As a child Anna had been prone to counting things. Rocks in her path. Telephone trills. Words in sentences. Sentences in paragraphs. Every action had to be ordered. Every thought both metered and meted out. It was painstaking. She was always on call. It was a fair enough compromise. The counting, sorting, and classifying helped Anna manage her panics. The psychiatrist decided that it, like Anna’s depression, was a phase. It was. It didn’t persist. She moved past the habit by picking up other habits.

 

“An obsession is a defense against feeling out of control. A compulsion is the failure of that defense.”

 

 

 

AT THE END OF a recent class, Anna asked Roland to translate some graffiti she’d seen scratched onto the back of a train seat. Graffiti in Swiss trains is rare. Anna had copied it onto the back of her German notebook. “ ‘Was fuer ae huere Schweinerei …’ What does that mean?”

 

Roland frowned, shuffled his papers, and started for the door. “It means something not very nice.” Anna stood there waiting for a response.
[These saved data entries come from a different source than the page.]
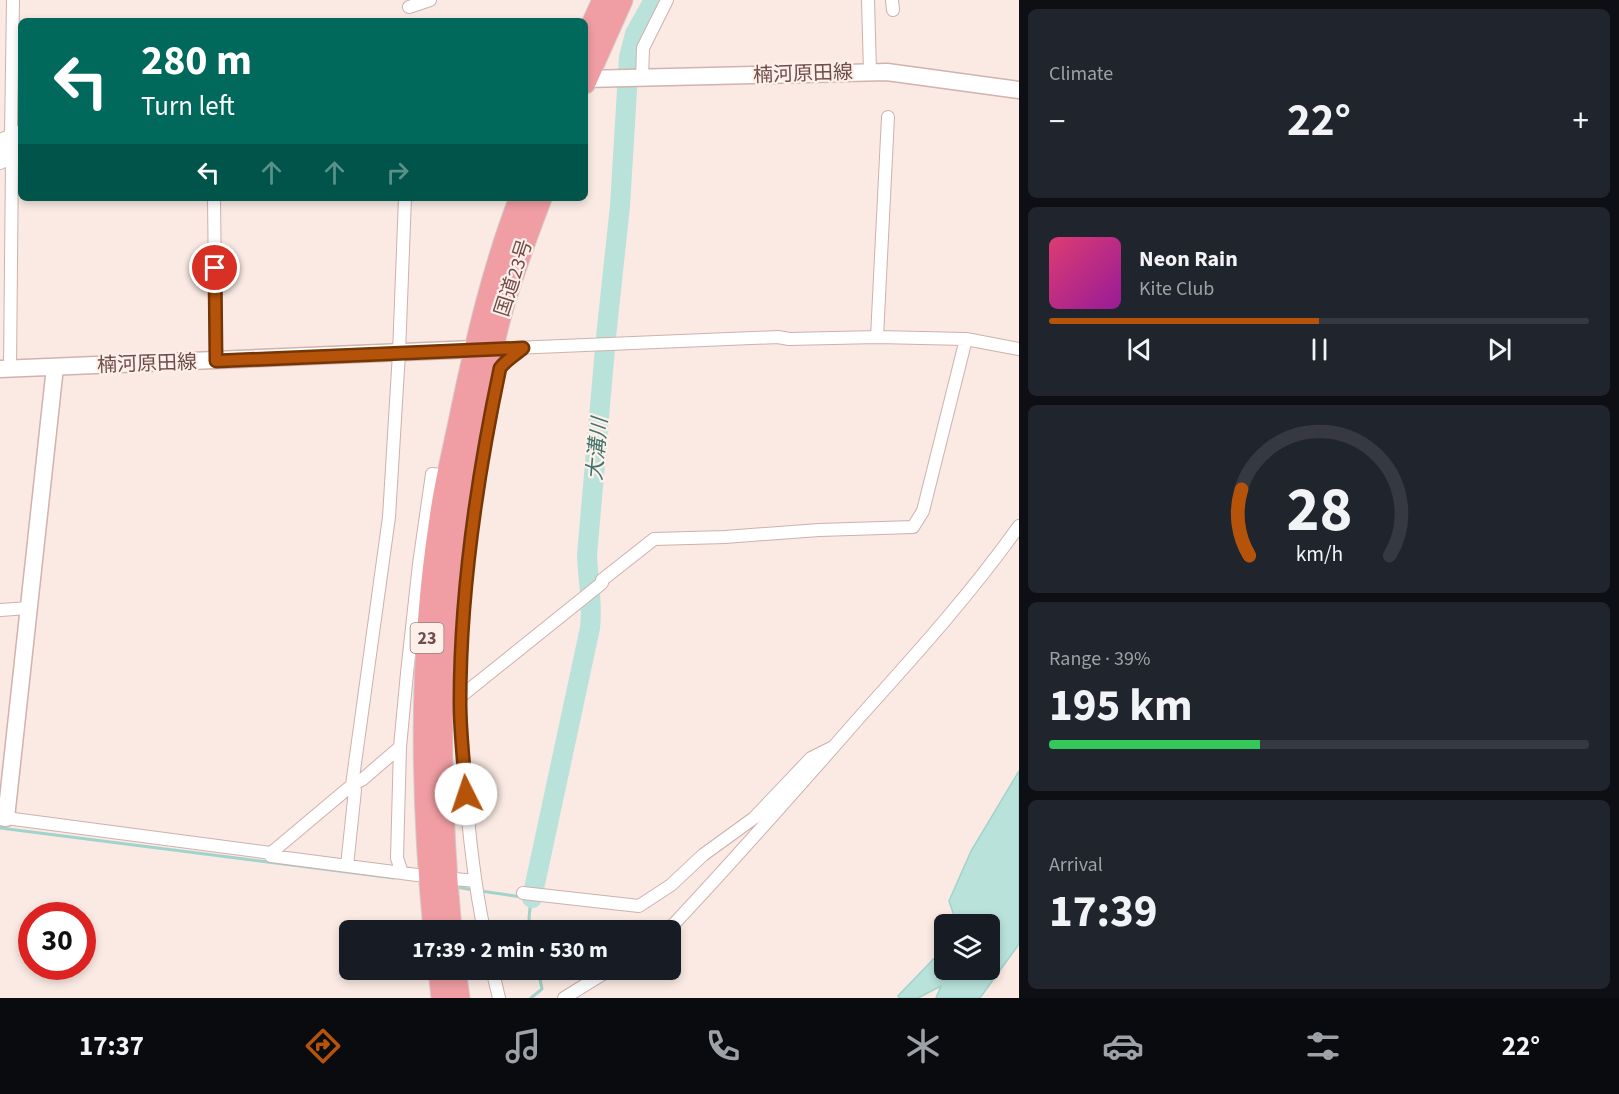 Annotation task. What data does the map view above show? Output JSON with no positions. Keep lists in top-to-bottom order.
{
  "streets": {
    "highway": ["国道23号", "23"],
    "main road": ["楠河原田線"]
  },
  "crossings": [
    ["楠河原田線", "国道23号"]
  ],
  "water": ["大溝川"],
  "page": {
    "tile": [
      "Climate",
      ["Range · 39%", "195 km"],
      ["Arrival", "17:39"]
    ],
    "turn": ["280 m", "Turn left"],
    "heat": ["−", "22°", "+"],
    "song": ["Neon Rain", "Kite Club"],
    "limit": "30",
    "trip": "17:39 · 2 min · 530 m",
    "tabs": ["17:37", "22°"],
    "gauge": ["28", "km/h"]
  }
} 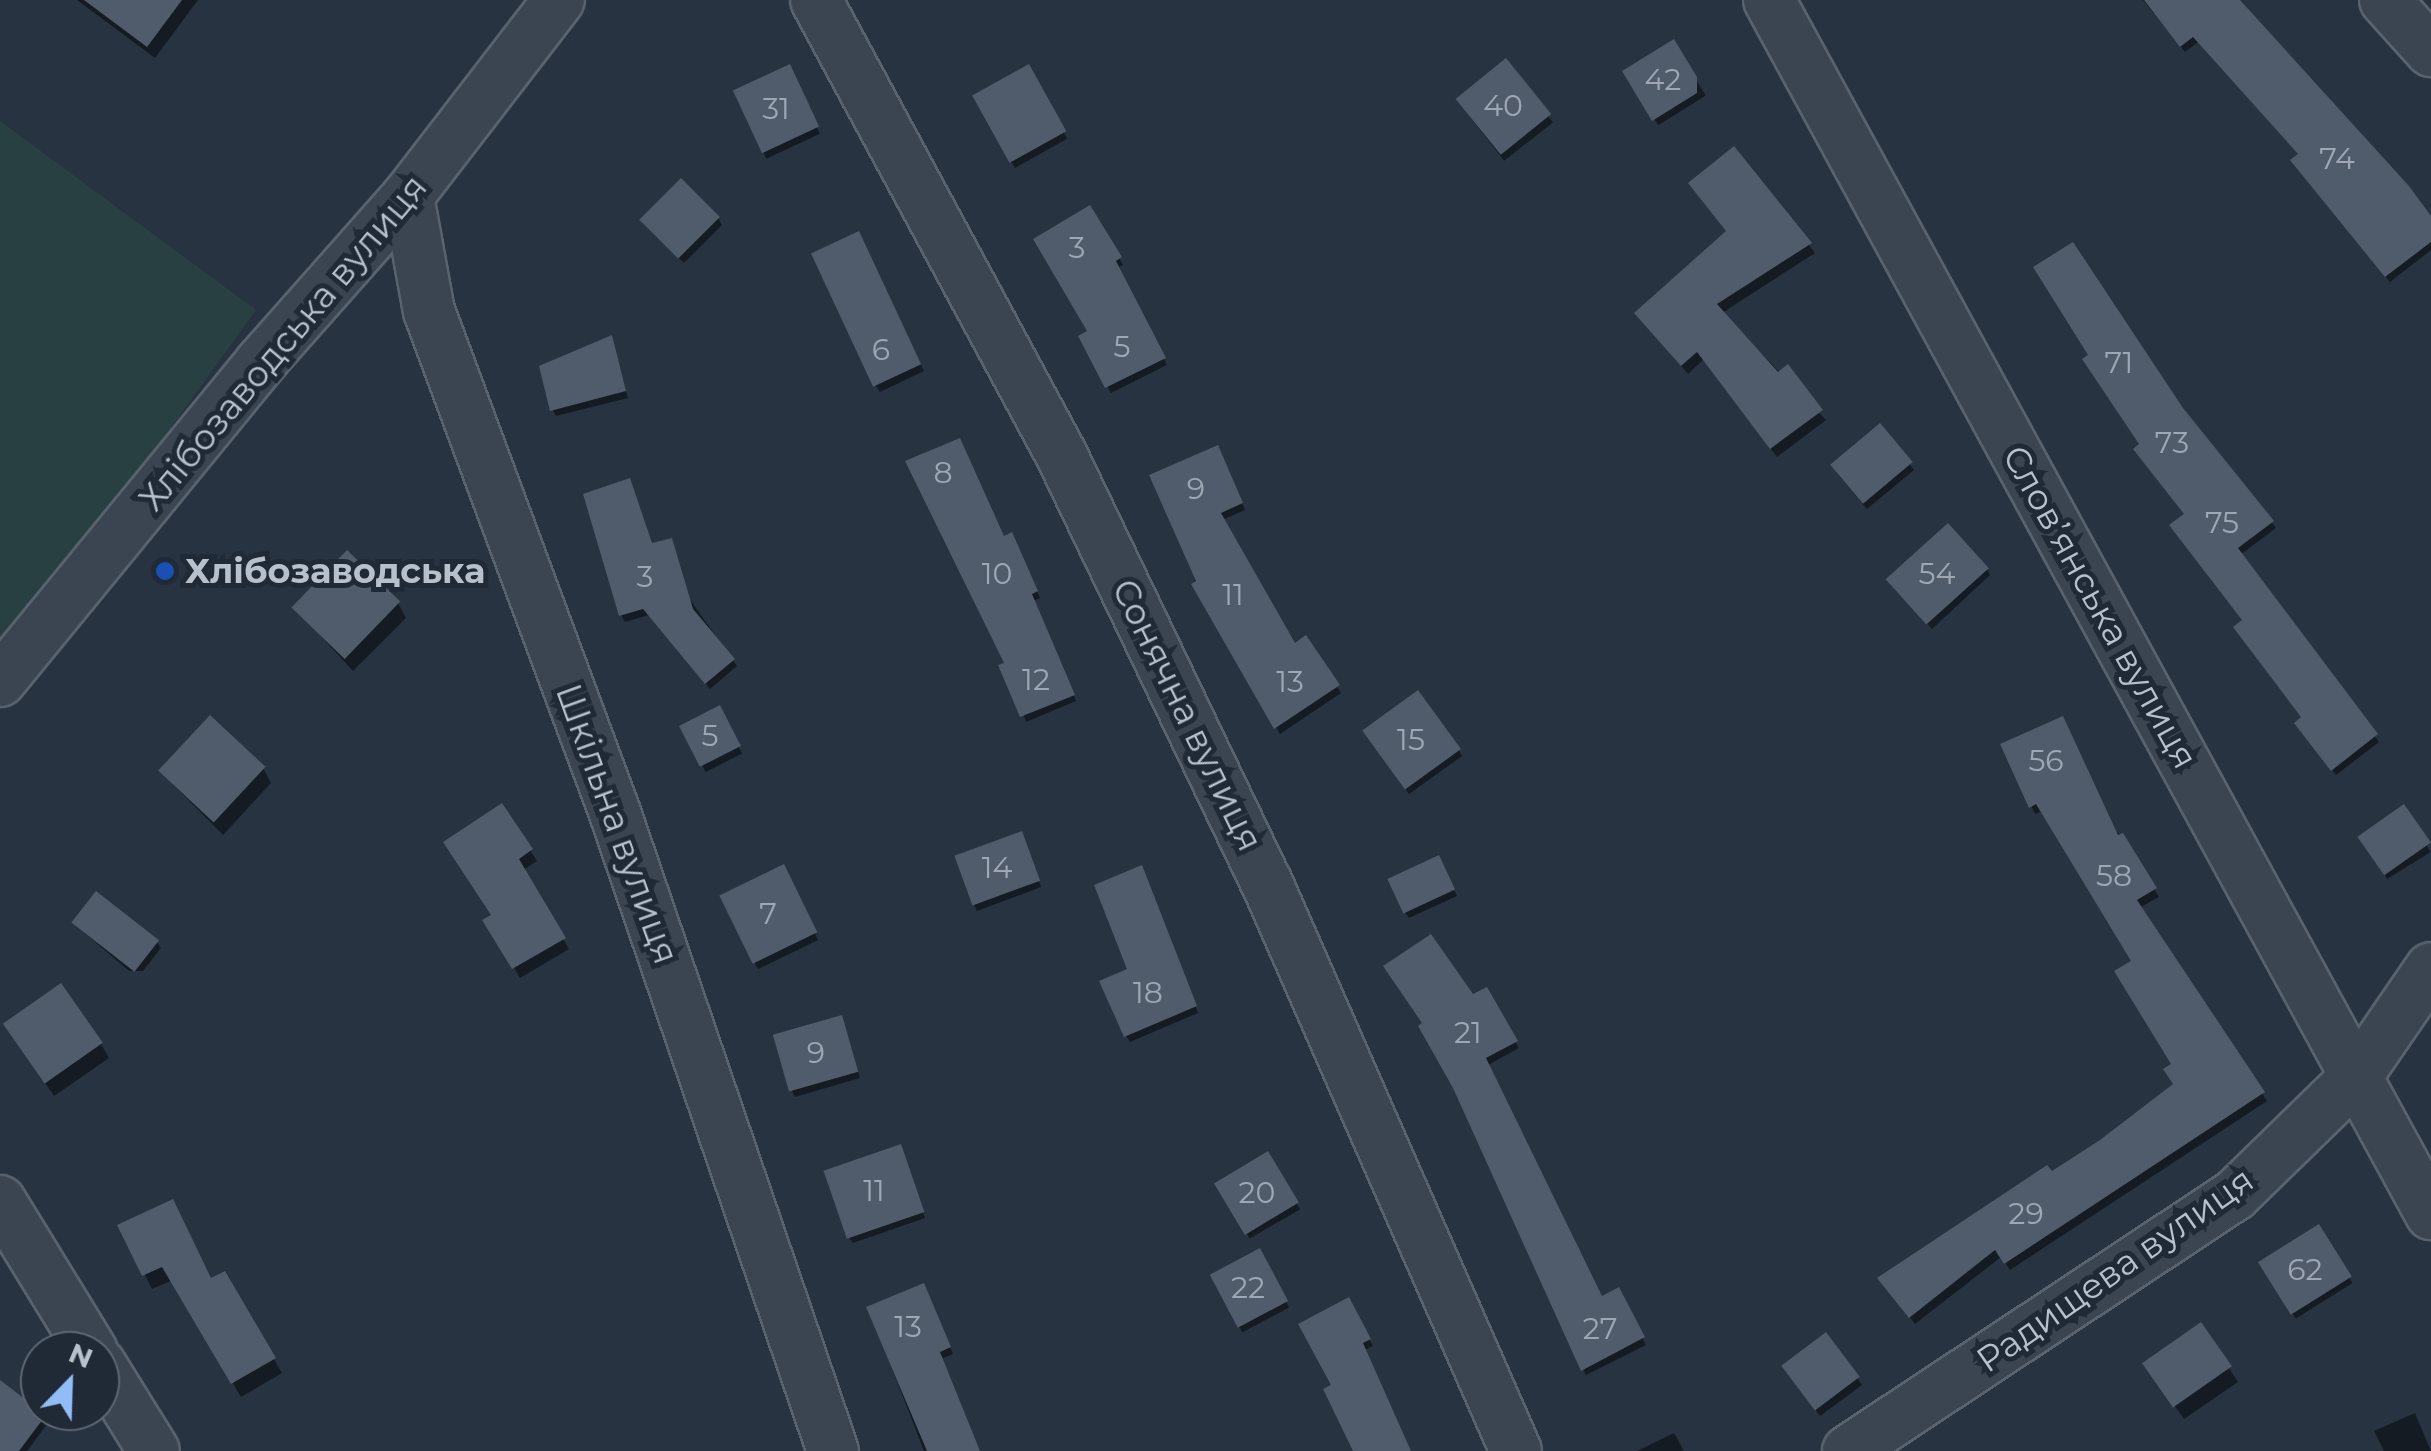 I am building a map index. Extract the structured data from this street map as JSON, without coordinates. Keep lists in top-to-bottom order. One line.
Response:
{"streets":{"street":["Хлібозаводська вулиця","Слов’янська вулиця","Сонячна вулиця","Шкільна вулиця","Радищева вулиця"]},"crossings":[["Хлібозаводська вулиця","Шкільна вулиця"],["Слов’янська вулиця","Радищева вулиця"]],"places":["Хлібозаводська"],"house_numbers":["42","40","31","74","3","5","6","71","73","8","9","75","10","54","3","11","12","13","5","15","56","14","58","7","18","21","9","11","20","29","62","22","13","27"],"north":"top right"}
Roland sighed and relented. “It means ‘what a fucking mess.’ ”

 

 

 

EVERYONE HAS A TELL. In poker, the underpinning rule for assessing them is this: a weak hand means strong action and a strong hand means weak. Does he shake? Does he glance too furtively at his stack of chips? Does he stare too intently at his cards? Does he throw down his bet like a chef drops a hot potato? Does he or does he not look other players in the eye?

 

Of course, there are other tells. Your son says Tell me a story, Mami, and you settle down next to him and begin: Es war einmal eine Prinzessin … There is show-and-tell, where for perhaps the first time in your life you publicize an inner aspect of yourself, not yet aware of exposure’s possible consequence. Once, in second grade, Anna brought her favorite doll to class. A bisque-head doll, her hands and feet were also made of porcelain and her hair was human, black and perfect. Anna named her Frieda and while she did not love her in the way that other girls loved their own baby dolls, rocking them and pretending to feed them and scolding them when they were naughty, Anna felt something lovelike. She was fascinated with the curves of Frieda’s face, the softness of her hair, and the lacy pink dress she wore. It was a detached, scientific interest, but a deeply enthralling one nonetheless. And when on the playground that day she dropped her by accident and a boy named Walter—also by accident—stepped on Frieda’s right hand and crushed it to irreparable bits, Anna felt the sort of loss that little girls do when their dolls break and she spent the rest of the day in tears. At home, Anna returned Frieda to her shelf and never played with or examined her again. She’d loved her more than she’d realized.

 

And then there is Wilhelm Tell, the Swiss national hero who, having refused to bow to the overlord, was forced to shoot an apple off his young son’s head. With a single bolt of his crossbow, he split the apple into perfect halves. If there was a moral to that story, Anna couldn’t say what it was.

 

 

 

HE NEVER TOLD HER he did not love her.

 

But he never told her he did.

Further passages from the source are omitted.